- _INSTRUCTIONS FOR THE TASK_: Each line in the listing below that includes "green" should be counted; give the total and nothing more.

- _GIVEN DATA_:
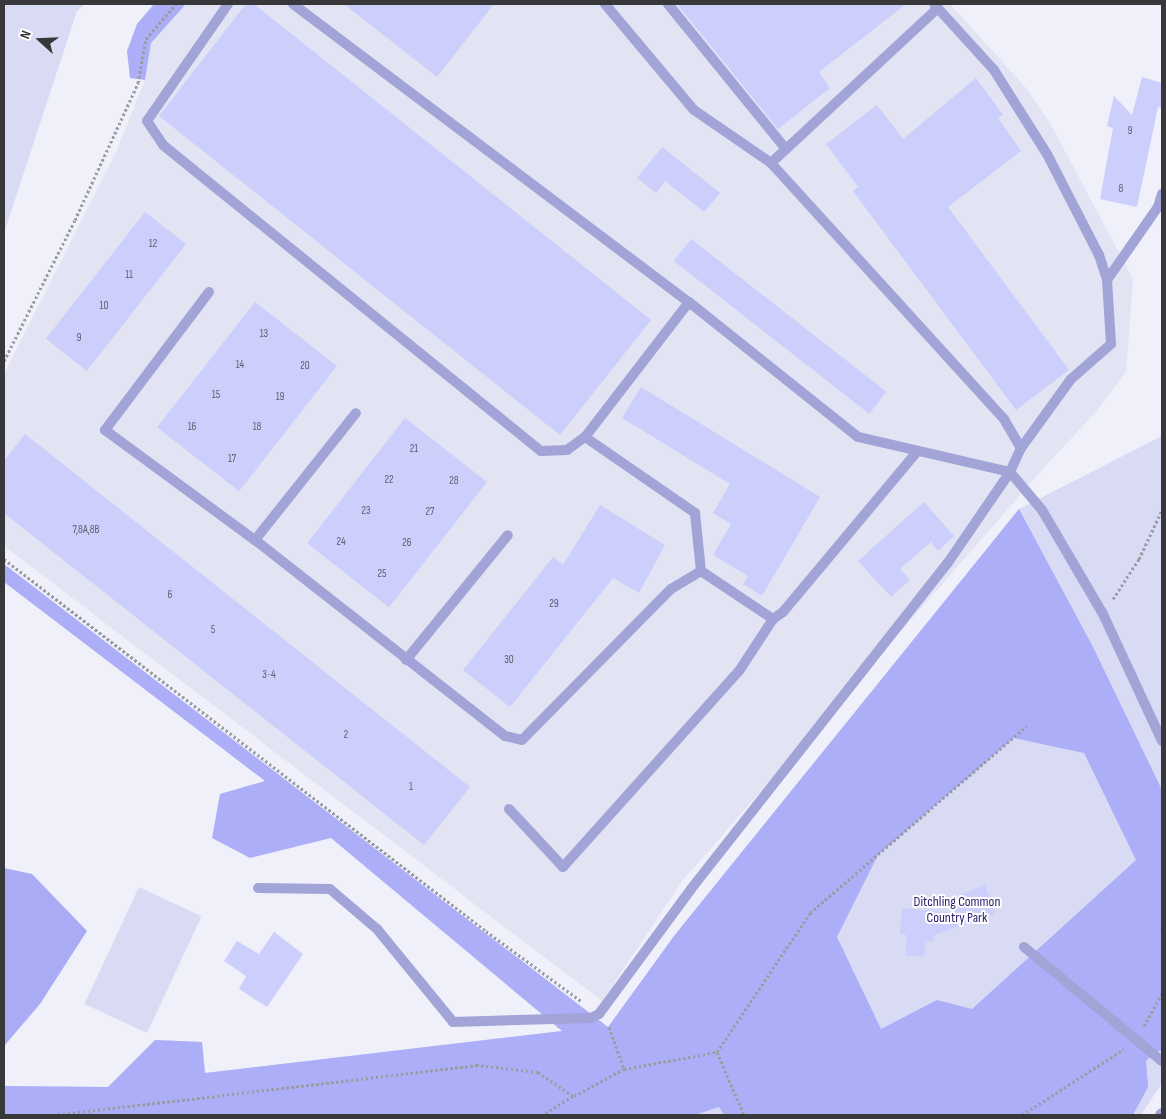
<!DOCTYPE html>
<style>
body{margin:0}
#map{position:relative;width:1166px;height:1119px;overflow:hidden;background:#eff0f9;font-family:"Sofia Sans Condensed",sans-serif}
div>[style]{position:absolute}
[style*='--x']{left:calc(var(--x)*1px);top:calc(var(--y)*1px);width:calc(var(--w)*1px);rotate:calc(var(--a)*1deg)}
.built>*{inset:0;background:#e2e3f3}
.green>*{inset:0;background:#d9dbf5;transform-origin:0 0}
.forest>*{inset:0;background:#acaef8}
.water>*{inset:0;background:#a9abf5}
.building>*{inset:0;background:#cccefc;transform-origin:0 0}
.path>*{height:3px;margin-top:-1.5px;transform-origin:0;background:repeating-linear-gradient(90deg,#9b9ca2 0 2.5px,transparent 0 5px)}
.service>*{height:10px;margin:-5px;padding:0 5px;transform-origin:5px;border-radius:5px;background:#a2a4d8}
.tertiary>*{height:12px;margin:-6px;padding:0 6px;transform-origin:6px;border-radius:6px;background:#a2a4d8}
span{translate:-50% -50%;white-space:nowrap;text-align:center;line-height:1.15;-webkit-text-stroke:4px #fff;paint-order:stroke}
.number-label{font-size:11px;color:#5d5e6b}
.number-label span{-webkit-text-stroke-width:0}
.park-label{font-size:14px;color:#281a6d}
.frame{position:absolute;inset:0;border:5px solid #38383b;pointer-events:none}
.north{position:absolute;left:15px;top:15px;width:50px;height:50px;-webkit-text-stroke:4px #fff;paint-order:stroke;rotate:290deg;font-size:14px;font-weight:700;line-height:20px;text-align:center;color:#38383b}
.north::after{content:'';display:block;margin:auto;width:18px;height:22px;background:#38383b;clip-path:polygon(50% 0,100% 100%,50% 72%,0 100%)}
</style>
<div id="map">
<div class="built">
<div style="clip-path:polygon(186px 4px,950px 4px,1027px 89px,1050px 123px,1133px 279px,1126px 372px,1093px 415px,1049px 462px,683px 880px,602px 1001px,4px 546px,4px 374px,117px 150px,145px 80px,151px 43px)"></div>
</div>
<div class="green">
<div style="clip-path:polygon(4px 4px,85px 4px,77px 11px,4px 233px)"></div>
<div style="clip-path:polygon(1162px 436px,1162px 1083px,1141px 1115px,4px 1115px,4px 1086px,108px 1087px,155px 1040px,202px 1042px,205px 1073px,609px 1027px,674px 936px,1019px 509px)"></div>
<div style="left:139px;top:887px;width:69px;height:129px;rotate:25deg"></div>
</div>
<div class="forest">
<div style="clip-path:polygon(154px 4px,186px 4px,151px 43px,145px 80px,130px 78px,127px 51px,137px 24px)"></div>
<div style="clip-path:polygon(evenodd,1019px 509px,1093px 647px,1162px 790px,1162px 1051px,1156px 1051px,1146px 1061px,1148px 1087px,1133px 1115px,724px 1115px,719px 1107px,695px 1115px,4px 1115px,4px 1086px,108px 1087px,155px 1040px,202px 1042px,205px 1073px,562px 1031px,331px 838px,250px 858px,212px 838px,220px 794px,265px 781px,4px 582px,4px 564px,608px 1027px,674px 936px,1019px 509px,1014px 738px,1084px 753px,1136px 860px,972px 1009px,937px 1000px,881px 1029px,837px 937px,878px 855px,1014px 738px)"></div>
</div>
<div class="water">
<div style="clip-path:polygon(4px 868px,32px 874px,87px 931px,40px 1004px,4px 1046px)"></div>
</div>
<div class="building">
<div style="clip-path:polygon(246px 4px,254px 4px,651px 320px,560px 435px,159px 116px)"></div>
<div style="clip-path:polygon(344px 4px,494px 4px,437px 77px)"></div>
<div style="clip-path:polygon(677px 4px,906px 4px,819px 72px,830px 88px,778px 129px)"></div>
<div style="clip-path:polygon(1142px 77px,1162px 83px,1162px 108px,1158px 107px,1137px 207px,1100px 199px,1113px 128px,1107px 126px,1114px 96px,1132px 115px)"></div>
<div style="clip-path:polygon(976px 78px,1003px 115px,998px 118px,1021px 151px,948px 207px,1069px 370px,1016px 410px,853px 191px,858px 187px,826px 144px,877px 105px,903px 139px)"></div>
<div style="clip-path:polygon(662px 147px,720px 193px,704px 212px,665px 181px,656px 193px,637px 178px)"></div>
<div style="left:145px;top:212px;width:52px;height:161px;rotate:38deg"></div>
<div style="left:691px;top:239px;width:248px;height:28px;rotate:38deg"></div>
<div style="left:255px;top:302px;width:104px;height:159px;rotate:38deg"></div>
<div style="clip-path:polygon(641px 387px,820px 497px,762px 596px,743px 584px,748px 576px,713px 555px,731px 524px,713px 513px,730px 484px,622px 418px)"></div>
<div style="left:405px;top:418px;width:104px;height:159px;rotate:38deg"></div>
<div style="clip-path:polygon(25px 434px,470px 787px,424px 845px,4px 513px,4px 461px)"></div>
<div style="clip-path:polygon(924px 502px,954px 536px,938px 551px,931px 542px,900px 569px,910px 580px,891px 597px,858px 561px)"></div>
<div style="clip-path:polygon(600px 505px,665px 545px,639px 593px,613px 578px,510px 707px,463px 670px,553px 557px,563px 565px)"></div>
<div style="clip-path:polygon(985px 885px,995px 914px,934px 935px,934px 942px,926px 942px,924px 957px,905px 955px,907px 935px,900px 934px,902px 908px,955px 913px,950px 899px)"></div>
<div style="clip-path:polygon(274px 932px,303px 954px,267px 1007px,239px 989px,246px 976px,224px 961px,237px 941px,259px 954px)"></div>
</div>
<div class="path">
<div style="--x:4;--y:361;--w:158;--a:-63.3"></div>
<div style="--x:75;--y:220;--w:151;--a:-65.3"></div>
<div style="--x:138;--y:83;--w:45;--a:-79.7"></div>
<div style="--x:146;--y:39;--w:46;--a:-49.4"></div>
<div style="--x:4;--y:559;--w:609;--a:37.66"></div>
<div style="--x:486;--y:931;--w:118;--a:36.4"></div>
<div style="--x:1113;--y:599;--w:48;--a:-57"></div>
<div style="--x:1139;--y:559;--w:54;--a:-64.9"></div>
<div style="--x:1162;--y:928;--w:4;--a:90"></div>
<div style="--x:1144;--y:1026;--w:37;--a:-61"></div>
<div style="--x:609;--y:1027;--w:45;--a:70.3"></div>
<div style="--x:624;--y:1069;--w:95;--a:-10.4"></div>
<div style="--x:717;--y:1052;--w:167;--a:-56.2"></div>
<div style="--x:810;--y:913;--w:286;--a:-40.8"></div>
<div style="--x:717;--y:1052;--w:69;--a:66.8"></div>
<div style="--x:574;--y:1096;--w:57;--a:-28.4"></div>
<div style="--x:53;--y:1115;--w:426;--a:-6.7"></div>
<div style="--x:476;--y:1065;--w:62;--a:6.4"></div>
<div style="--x:538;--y:1072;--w:42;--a:34.4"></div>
<div style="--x:573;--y:1096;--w:36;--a:148"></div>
<div style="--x:1022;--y:1115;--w:121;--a:-32.9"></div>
</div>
<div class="service">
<div style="--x:228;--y:4;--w:142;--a:124.7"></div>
<div style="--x:147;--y:121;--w:29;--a:56"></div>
<div style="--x:163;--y:145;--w:486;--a:39"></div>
<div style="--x:541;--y:451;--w:26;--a:-2"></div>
<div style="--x:567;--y:450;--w:22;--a:-36"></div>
<div style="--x:585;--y:437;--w:134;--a:34.6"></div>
<div style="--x:695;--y:513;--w:58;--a:84.1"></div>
<div style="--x:701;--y:571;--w:87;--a:33.7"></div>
<div style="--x:773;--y:619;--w:12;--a:-35"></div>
<div style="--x:783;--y:612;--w:209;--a:-50.1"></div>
<div style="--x:293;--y:4;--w:496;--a:37"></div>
<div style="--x:605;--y:4;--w:138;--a:50"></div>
<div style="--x:694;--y:110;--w:93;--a:34.5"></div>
<div style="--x:771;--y:163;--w:228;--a:-42.9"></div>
<div style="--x:668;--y:4;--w:187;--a:50.9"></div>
<div style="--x:934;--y:4;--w:89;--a:47.7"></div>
<div style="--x:994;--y:70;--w:99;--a:57.8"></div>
<div style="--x:1047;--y:154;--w:114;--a:62.8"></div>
<div style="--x:1099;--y:255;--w:26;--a:72"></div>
<div style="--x:1107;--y:280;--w:64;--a:86.4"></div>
<div style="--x:1111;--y:344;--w:53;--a:138.8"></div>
<div style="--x:1071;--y:379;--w:85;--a:125.9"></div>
<div style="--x:1021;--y:448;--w:26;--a:115"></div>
<div style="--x:1010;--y:472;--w:50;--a:49.9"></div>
<div style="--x:1042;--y:510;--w:121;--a:59.6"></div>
<div style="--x:1103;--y:614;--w:140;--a:65.1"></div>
<div style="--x:771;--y:163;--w:346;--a:47.7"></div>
<div style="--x:1004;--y:419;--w:34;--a:60"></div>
<div style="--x:1107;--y:280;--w:89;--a:-55.1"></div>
<div style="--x:1158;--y:207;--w:14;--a:-73"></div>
<div style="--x:209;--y:292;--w:173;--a:127"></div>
<div style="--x:105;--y:430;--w:186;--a:36.3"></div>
<div style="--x:255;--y:540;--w:318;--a:38.1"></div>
<div style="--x:505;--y:736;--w:17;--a:13"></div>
<div style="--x:522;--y:740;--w:212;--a:-45.4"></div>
<div style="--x:671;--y:589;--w:35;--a:-31"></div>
<div style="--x:255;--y:540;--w:162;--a:-51.5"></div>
<div style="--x:406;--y:660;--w:161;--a:-50.8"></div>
<div style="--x:509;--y:809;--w:79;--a:47"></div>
<div style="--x:563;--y:867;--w:263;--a:-48.1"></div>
<div style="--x:739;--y:671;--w:62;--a:-56.8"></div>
<div style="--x:258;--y:888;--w:72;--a:0.8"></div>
<div style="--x:330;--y:889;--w:62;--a:40.4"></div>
<div style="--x:377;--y:929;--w:120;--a:50.7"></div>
<div style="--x:453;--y:1022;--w:138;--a:-1.7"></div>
<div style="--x:591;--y:1018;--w:9;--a:-27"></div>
<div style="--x:599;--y:1014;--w:155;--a:-53.6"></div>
<div style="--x:691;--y:889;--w:414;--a:-51.8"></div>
<div style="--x:947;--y:564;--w:112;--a:-55.6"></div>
<div style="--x:1010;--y:472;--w:156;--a:-167"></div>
<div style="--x:858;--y:437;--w:216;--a:-141.4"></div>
<div style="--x:689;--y:302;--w:170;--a:127.6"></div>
<div style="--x:1024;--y:947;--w:179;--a:39.6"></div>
</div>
<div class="tertiary">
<div style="--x:1161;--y:1115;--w:1;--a:-45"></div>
</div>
<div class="number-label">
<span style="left:1130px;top:131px">9</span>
<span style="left:1121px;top:189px">8</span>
<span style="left:153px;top:244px">12</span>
<span style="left:129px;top:275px">11</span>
<span style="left:104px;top:306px">10</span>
<span style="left:264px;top:334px">13</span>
<span style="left:79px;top:338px">9</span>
<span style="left:240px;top:365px">14</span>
<span style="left:305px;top:366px">20</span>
<span style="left:216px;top:395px">15</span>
<span style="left:280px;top:397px">19</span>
<span style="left:192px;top:427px">16</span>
<span style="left:257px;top:427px">18</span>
<span style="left:414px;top:449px">21</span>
<span style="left:232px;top:459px">17</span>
<span style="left:389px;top:480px">22</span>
<span style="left:454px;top:481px">28</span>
<span style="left:366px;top:511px">23</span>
<span style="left:430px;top:512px">27</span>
<span style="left:86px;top:530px">7,8A,8B</span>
<span style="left:341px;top:542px">24</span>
<span style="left:407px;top:543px">26</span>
<span style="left:382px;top:574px">25</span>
<span style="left:170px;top:595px">6</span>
<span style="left:554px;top:604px">29</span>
<span style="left:213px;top:630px">5</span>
<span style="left:509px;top:660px">30</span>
<span style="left:269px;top:675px">3-4</span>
<span style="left:346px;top:735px">2</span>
<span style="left:411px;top:787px">1</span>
</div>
<div class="park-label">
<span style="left:957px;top:910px">Ditchling Common<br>Country Park</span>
</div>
<div class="frame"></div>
<div class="north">N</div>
</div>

- _RESULT_: 2